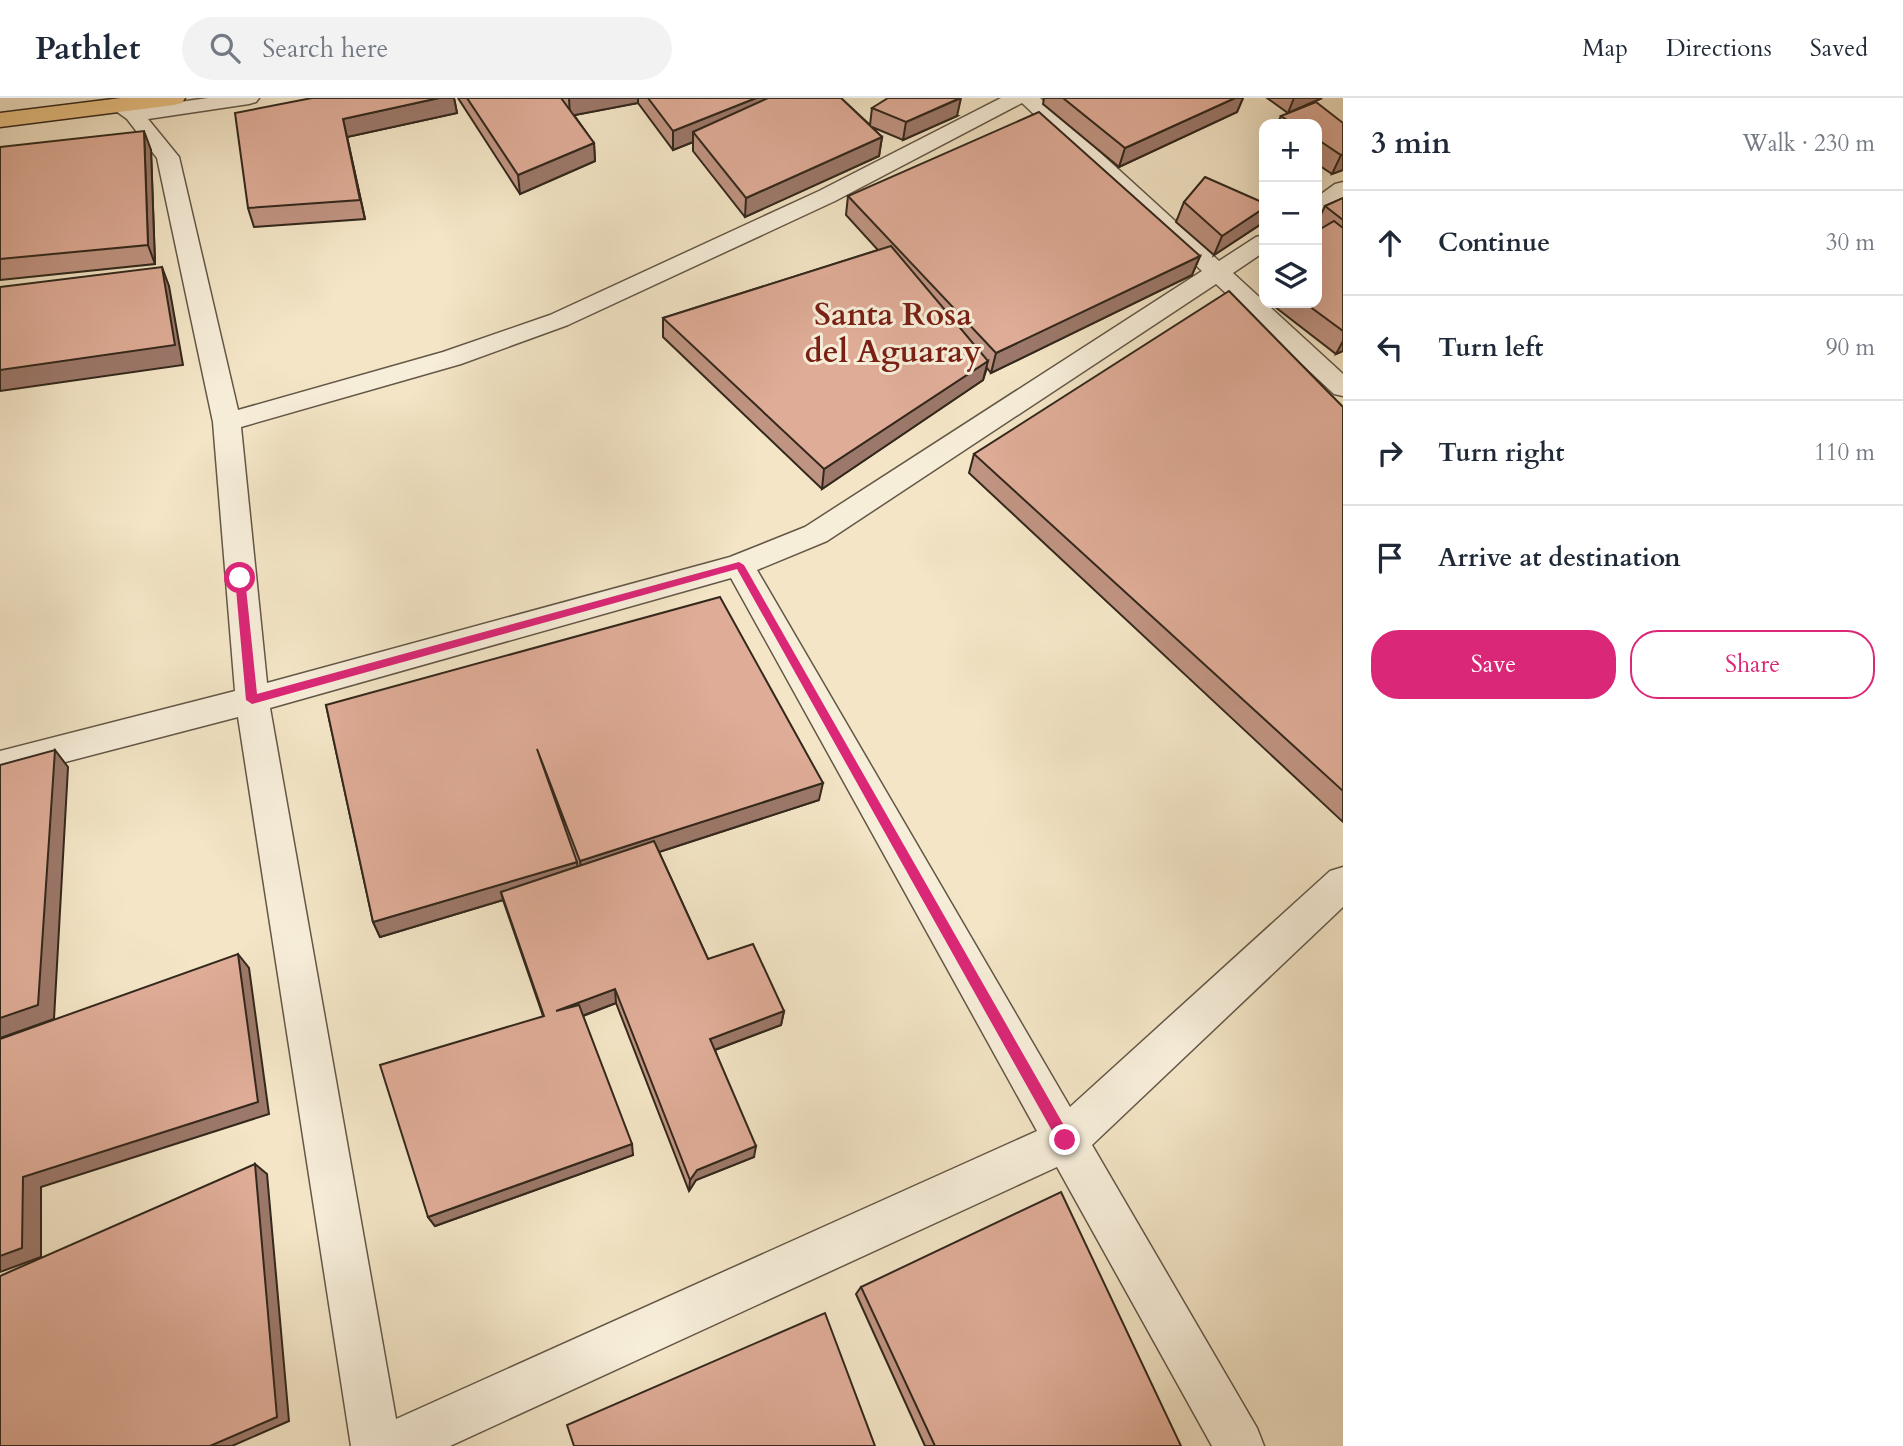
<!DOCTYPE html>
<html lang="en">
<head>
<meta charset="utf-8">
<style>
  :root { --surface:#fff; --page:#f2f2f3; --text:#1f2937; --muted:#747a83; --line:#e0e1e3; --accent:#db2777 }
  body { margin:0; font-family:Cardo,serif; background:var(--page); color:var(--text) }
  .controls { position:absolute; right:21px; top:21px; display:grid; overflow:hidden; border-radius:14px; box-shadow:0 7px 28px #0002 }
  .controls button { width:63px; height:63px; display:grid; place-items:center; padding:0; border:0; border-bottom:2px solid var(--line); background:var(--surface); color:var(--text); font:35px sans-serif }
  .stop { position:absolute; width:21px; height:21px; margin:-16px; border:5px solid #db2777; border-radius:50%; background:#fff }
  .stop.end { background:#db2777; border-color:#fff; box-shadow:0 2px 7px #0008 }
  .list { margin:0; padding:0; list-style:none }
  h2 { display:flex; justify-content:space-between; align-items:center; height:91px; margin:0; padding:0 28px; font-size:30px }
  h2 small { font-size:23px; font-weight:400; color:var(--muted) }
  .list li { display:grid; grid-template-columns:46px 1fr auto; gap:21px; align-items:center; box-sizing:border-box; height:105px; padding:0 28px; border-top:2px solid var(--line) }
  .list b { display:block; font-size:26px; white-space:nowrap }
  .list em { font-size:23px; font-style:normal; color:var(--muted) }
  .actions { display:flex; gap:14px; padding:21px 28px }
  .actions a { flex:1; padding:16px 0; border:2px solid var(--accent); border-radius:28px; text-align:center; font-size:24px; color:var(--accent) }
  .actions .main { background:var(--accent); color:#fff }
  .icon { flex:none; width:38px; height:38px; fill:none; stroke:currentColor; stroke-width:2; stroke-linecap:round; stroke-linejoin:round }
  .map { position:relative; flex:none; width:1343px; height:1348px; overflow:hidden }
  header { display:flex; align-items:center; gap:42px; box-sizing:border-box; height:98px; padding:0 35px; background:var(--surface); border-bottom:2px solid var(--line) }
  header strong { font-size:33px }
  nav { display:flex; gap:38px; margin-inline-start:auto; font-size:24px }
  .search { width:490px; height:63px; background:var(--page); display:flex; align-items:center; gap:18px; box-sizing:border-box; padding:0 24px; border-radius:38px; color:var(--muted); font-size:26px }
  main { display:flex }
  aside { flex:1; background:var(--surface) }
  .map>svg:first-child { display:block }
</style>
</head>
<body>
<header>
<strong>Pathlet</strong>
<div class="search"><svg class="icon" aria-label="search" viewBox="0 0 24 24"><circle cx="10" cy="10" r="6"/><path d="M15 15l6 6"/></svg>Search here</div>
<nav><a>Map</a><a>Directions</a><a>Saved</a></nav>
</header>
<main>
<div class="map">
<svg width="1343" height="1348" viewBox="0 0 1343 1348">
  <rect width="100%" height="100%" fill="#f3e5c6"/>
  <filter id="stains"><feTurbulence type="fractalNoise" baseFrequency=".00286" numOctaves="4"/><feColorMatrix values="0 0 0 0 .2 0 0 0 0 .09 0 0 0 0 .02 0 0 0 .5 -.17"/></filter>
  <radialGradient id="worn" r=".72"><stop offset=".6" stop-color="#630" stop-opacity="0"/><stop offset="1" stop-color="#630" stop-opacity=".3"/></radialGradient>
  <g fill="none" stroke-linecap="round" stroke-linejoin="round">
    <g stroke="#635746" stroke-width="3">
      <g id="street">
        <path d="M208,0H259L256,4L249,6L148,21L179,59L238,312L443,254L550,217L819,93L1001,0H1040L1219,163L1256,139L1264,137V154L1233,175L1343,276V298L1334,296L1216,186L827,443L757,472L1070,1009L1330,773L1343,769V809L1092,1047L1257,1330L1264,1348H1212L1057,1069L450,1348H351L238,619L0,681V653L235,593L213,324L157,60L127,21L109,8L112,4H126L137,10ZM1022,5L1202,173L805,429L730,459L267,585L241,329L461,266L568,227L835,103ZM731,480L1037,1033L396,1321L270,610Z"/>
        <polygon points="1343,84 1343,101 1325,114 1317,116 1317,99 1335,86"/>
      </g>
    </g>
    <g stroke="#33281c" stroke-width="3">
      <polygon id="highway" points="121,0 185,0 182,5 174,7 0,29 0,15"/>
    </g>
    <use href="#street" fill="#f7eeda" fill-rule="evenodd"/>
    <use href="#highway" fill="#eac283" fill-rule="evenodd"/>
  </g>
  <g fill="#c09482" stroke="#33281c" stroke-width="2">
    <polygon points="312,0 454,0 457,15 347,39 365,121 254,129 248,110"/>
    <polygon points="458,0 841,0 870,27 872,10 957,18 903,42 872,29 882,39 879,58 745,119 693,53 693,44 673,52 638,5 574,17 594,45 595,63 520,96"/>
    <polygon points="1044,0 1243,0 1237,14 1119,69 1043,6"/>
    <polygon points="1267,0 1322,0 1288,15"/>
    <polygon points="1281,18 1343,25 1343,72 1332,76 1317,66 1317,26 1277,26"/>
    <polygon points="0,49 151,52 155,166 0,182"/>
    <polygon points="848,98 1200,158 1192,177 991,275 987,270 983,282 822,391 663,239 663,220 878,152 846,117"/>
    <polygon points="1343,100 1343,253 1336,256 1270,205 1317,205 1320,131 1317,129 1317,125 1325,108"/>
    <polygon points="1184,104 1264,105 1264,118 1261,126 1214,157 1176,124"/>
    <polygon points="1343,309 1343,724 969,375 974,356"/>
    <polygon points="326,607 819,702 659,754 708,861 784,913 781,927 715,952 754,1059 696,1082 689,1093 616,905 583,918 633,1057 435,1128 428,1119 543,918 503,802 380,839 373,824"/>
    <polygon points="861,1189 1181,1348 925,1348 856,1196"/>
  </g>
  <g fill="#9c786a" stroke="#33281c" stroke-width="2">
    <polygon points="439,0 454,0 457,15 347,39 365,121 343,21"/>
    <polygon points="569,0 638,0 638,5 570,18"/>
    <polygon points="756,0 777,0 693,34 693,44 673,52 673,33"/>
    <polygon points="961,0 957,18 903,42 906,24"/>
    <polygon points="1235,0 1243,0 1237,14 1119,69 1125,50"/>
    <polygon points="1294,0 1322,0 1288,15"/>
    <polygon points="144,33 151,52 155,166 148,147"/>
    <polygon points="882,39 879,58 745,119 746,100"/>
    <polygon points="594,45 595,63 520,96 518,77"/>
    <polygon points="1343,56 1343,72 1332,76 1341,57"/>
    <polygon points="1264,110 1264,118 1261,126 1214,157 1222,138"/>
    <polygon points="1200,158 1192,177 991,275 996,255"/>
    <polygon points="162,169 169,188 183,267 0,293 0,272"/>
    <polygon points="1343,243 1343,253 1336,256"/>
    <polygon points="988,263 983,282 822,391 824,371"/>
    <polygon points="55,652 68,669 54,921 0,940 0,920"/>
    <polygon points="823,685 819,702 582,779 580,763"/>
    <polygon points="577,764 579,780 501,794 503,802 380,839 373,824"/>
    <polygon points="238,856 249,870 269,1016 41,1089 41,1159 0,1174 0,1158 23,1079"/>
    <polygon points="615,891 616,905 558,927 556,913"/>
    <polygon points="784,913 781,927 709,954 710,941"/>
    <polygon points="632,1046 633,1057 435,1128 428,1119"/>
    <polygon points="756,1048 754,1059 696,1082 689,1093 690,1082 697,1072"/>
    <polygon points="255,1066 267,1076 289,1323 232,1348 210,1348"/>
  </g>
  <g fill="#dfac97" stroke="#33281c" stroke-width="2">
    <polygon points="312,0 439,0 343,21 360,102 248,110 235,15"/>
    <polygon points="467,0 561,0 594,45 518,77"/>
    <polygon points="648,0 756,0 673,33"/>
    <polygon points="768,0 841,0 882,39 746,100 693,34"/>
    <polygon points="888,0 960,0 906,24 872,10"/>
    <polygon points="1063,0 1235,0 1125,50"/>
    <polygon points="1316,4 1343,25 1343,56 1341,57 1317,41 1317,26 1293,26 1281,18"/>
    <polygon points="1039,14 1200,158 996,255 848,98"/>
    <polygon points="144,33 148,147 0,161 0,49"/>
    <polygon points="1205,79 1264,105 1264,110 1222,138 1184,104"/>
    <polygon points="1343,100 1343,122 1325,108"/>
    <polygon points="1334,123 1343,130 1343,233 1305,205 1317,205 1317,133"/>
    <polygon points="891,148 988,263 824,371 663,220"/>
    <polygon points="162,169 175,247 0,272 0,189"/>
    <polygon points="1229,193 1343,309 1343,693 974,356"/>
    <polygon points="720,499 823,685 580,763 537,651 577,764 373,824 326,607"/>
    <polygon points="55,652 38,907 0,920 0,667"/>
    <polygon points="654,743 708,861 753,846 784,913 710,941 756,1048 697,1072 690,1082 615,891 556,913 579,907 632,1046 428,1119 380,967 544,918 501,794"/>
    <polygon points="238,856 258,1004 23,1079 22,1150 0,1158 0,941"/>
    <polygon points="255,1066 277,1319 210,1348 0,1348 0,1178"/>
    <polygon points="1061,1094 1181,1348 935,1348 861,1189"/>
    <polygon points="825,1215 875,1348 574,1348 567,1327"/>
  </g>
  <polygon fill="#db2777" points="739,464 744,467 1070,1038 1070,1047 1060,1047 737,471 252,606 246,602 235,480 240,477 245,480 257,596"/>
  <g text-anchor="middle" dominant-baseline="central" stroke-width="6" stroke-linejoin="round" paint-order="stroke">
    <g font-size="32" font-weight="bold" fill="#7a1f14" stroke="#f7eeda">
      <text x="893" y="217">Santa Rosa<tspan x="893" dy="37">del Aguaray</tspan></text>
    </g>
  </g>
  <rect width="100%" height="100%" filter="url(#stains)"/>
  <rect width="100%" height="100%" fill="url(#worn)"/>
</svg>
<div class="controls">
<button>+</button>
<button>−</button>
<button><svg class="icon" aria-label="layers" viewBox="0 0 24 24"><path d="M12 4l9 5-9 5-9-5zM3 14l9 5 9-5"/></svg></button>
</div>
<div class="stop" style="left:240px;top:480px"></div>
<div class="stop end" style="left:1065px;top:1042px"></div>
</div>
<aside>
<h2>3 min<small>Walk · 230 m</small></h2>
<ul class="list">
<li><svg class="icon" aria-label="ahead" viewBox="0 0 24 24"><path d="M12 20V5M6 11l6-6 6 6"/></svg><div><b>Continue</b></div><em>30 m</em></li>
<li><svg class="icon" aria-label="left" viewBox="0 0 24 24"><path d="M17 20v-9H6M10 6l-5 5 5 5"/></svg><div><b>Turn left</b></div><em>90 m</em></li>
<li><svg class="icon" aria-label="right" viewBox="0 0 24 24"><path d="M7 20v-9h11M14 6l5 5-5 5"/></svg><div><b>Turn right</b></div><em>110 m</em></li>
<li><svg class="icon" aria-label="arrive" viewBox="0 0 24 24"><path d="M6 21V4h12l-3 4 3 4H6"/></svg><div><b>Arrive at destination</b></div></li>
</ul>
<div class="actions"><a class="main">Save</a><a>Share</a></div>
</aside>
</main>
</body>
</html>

● ● ● ● ●

Task description: Search the entries above for the word "absolute" and copy each line where it appears.

Exercise result:
  .controls { position:absolute; right:21px; top:21px; display:grid; overflow:hidden; border-radius:14px; box-shadow:0 7px 28px #0002 }
  .stop { position:absolute; width:21px; height:21px; margin:-16px; border:5px solid #db2777; border-radius:50%; background:#fff }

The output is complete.